Famous Last Words


These are the last words of David: The oracle of David son of Jesse, the oracle of the man exalted by the Most High, the man anointed by the God of Jacob, Israel’s singer of songs. (2 Samuel 23:1)

Maybe it’s the movies, but I’ve always wanted to say something really cool just before I die. (I’ve heard it’s much harder shortly after.) There you are, about to slip over the brink, and you utter words that will be remembered forever. Not everybody is so lucky. Sometimes you don’t get a chance to make a speech before you croak, and sometimes you blow the opportunity by saying something not so great.

President John Quincy Adams, for example, is reported to have said, “This is the last of earth! I am content.” Simple and stately. The actor John Barrymore was in true form: “Die? I should say not, dear fellow. No Barrymore would allow such a conventional thing to happen to him.” Ludwig van Beethoven had a more darkly humorous approach; he declared, “Friends applaud, the comedy is finished.” Poet Emily Dickinson was, of course, poetic: “I must go in, the fog is rising.” And ballerina Anna Pavlova brought her death into delightful perspective: “Get my swan costume ready.”

Some last words are memorable but not all that great. Humphrey Bogart remarked, “I should never have switched from Scotch to Martinis.” Composer Frederic Chopin wasn’t very—well, very composed, crying out, “Swear to make them cut me open, so that I won’t be buried alive.” Uh, yeah. Douglas Fairbanks gets the award for mortal irony: “I’ve never felt better.” Physicist Richard Feynman was frank: “I’d hate to die twice. It’s so boring.” Eugene O’Neill was frustrated with the lame staging of his death: “I knew it. I knew it. Born in a hotel room – and God damn it – died in a hotel room.” My personal favorite is from Dominique Bouhours, a French grammarian, who remarked helpfully, “I am about to — or I am going to — die: either expression is correct.” Now that’s my kind of departure.

King David most likely had it easy when it came to last words. He probably had a hundred scribes at his bedside taking down his every gasp and murmur. Not only that, they probably revised anything that was less than kingly. So “I have to pee” became “The sun rises, a morning without clouds” or something like that. It’s not likely he had to worry about what posterity would think of him since he was pretty much guaranteed cult status by virtue of the psalms alone. The Bathsheba incident didn’t hurt him either.

I’m not taking any chances. I haven’t written any psalms or committed adultery yet. So I’ve been working on a selection of last words which I’ve organized into categories. I’ve got possibilities for dying peacefully in old age. I’ve got options for accidents, disease, war, and even a couple for a showdown with the devil himself. Not only that, I’ve included suggested background music to make my death scene more dramatic. I’d share some of them with you, but that would defeat the purpose. Last words have to be saved for last.
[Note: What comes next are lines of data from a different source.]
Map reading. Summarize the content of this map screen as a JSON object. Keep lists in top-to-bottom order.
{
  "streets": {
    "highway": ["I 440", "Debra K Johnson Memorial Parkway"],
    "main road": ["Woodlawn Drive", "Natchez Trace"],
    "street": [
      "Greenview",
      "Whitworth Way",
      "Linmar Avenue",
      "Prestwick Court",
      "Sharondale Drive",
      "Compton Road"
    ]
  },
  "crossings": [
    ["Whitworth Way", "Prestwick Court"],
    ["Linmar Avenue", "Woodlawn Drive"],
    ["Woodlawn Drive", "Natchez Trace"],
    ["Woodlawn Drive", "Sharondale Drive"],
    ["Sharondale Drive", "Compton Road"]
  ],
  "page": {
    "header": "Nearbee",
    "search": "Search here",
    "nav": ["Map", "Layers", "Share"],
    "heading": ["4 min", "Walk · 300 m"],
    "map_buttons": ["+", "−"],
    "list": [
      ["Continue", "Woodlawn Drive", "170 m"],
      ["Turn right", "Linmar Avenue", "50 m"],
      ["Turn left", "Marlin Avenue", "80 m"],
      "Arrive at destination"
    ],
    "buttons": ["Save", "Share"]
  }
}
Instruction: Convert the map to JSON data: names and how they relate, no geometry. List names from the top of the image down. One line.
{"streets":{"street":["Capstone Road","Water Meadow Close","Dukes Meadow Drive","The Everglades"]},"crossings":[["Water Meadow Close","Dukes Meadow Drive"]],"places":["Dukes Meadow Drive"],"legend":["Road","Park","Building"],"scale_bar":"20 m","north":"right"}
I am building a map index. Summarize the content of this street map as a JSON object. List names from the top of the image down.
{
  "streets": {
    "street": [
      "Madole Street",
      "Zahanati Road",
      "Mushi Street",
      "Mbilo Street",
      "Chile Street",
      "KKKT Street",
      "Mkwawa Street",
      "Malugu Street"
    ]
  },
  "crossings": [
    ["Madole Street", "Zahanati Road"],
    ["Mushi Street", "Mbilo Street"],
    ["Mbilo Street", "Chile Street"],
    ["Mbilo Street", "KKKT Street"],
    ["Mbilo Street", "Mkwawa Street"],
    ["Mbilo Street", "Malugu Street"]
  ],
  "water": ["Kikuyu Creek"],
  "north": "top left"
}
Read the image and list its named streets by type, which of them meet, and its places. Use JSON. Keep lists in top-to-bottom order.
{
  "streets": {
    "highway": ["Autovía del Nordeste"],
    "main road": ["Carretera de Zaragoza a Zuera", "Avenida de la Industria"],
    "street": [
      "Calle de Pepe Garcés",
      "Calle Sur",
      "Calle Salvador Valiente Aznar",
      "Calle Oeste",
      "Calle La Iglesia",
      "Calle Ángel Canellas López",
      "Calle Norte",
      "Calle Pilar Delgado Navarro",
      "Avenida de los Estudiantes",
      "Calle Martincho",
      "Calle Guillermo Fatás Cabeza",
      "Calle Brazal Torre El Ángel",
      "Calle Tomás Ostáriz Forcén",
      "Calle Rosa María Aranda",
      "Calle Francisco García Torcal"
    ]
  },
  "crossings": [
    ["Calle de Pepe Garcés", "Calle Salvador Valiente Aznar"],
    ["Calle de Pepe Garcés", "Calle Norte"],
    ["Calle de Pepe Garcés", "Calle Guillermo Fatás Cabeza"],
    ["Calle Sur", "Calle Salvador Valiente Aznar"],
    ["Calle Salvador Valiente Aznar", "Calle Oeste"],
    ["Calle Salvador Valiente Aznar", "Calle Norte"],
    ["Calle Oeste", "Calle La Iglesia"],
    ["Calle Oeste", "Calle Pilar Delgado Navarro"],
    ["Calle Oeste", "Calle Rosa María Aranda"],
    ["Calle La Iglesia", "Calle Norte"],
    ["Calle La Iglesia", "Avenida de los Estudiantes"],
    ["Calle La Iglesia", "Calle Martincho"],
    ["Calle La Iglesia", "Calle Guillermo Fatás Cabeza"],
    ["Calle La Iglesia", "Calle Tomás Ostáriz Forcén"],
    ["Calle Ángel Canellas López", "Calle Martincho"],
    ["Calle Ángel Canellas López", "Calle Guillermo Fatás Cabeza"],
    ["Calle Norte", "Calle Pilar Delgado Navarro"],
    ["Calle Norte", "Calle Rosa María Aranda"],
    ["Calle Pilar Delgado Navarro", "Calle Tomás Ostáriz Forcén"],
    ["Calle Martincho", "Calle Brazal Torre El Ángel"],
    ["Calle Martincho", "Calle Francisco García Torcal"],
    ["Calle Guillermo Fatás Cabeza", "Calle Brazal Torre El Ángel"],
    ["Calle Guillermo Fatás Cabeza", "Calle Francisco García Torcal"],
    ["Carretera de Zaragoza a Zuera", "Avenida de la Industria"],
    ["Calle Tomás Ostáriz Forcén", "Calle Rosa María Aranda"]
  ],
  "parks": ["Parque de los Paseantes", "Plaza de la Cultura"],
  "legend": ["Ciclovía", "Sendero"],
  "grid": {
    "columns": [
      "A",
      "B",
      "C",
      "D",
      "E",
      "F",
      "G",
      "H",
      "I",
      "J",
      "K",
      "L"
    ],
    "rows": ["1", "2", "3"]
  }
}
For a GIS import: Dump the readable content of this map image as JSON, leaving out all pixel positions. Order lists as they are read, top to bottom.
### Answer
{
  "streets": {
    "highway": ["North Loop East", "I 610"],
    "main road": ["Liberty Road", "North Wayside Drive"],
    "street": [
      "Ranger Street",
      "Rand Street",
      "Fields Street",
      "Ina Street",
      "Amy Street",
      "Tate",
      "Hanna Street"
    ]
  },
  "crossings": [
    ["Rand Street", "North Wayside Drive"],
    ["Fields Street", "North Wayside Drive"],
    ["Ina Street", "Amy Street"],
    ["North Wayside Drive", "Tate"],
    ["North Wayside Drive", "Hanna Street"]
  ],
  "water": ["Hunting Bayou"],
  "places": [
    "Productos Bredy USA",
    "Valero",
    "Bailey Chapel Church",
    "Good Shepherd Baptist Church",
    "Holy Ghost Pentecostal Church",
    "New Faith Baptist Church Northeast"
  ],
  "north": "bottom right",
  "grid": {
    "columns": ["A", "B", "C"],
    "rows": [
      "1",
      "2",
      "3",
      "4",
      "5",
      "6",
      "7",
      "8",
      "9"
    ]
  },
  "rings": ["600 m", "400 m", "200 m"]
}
Well, here’s one I eliminated as a possibility, so I guess it’d be okay to make it public. This came under the also trashed category “Dying as a Head of State” which seemed increasingly unlikely once I hit my 50th birthday. With Bach’s Toccata and Fugue in D minor playing in the background, I whisper, clearly and calmly, to the 150 or so weeping, bikini clad women who surround my divan, “Bring me a piece of warm cherry pie.” I pause as one of them turns to carry out my request, then add commandingly: “Remember the à la mode.” Like I said, I bagged the whole scenario.

Anyway, I think it’s a good idea to be ready. We’re all going to die some day and it doesn’t hurt to plan ahead. Some people have even videotaped their last words to be played back at the funeral, but that seems a bit cheesy to me. Last words are supposed to be heard before you die, not after. I guess I’m old fashioned that way.